[Dataset entries]

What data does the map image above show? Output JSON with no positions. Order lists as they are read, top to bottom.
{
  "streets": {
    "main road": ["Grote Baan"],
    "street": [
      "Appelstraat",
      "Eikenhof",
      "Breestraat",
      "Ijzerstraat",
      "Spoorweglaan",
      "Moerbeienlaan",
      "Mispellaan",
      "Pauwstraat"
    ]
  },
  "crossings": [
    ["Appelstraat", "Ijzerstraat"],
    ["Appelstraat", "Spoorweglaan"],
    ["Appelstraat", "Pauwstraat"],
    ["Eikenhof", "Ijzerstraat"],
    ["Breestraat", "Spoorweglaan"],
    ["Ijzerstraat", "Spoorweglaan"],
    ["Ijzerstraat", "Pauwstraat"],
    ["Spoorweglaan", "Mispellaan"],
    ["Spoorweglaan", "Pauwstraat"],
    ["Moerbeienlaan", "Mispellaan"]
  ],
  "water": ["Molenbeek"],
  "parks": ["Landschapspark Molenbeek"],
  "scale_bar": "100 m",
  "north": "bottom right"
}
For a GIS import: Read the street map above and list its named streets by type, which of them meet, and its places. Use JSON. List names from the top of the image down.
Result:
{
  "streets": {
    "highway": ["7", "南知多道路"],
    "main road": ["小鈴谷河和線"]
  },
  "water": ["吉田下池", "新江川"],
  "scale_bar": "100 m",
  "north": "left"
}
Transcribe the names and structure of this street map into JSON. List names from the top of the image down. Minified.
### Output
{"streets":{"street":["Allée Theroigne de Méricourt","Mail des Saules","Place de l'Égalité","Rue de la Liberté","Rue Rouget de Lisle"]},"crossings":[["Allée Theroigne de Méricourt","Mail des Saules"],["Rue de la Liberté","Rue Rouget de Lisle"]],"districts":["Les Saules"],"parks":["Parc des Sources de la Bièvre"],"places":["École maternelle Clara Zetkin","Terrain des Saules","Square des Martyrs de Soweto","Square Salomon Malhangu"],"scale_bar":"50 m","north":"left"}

--- ASSIGNMENT ---
Print every record above exactly as it was given.

--- RESULT OF THE EXERCISE ---
What data does the map image above show? Output JSON with no positions. Order lists as they are read, top to bottom.
{
  "streets": {
    "main road": ["Grote Baan"],
    "street": [
      "Appelstraat",
      "Eikenhof",
      "Breestraat",
      "Ijzerstraat",
      "Spoorweglaan",
      "Moerbeienlaan",
      "Mispellaan",
      "Pauwstraat"
    ]
  },
  "crossings": [
    ["Appelstraat", "Ijzerstraat"],
    ["Appelstraat", "Spoorweglaan"],
    ["Appelstraat", "Pauwstraat"],
    ["Eikenhof", "Ijzerstraat"],
    ["Breestraat", "Spoorweglaan"],
    ["Ijzerstraat", "Spoorweglaan"],
    ["Ijzerstraat", "Pauwstraat"],
    ["Spoorweglaan", "Mispellaan"],
    ["Spoorweglaan", "Pauwstraat"],
    ["Moerbeienlaan", "Mispellaan"]
  ],
  "water": ["Molenbeek"],
  "parks": ["Landschapspark Molenbeek"],
  "scale_bar": "100 m",
  "north": "bottom right"
}
For a GIS import: Read the street map above and list its named streets by type, which of them meet, and its places. Use JSON. List names from the top of the image down.
Result:
{
  "streets": {
    "highway": ["7", "南知多道路"],
    "main road": ["小鈴谷河和線"]
  },
  "water": ["吉田下池", "新江川"],
  "scale_bar": "100 m",
  "north": "left"
}
Transcribe the names and structure of this street map into JSON. List names from the top of the image down. Minified.
### Output
{"streets":{"street":["Allée Theroigne de Méricourt","Mail des Saules","Place de l'Égalité","Rue de la Liberté","Rue Rouget de Lisle"]},"crossings":[["Allée Theroigne de Méricourt","Mail des Saules"],["Rue de la Liberté","Rue Rouget de Lisle"]],"districts":["Les Saules"],"parks":["Parc des Sources de la Bièvre"],"places":["École maternelle Clara Zetkin","Terrain des Saules","Square des Martyrs de Soweto","Square Salomon Malhangu"],"scale_bar":"50 m","north":"left"}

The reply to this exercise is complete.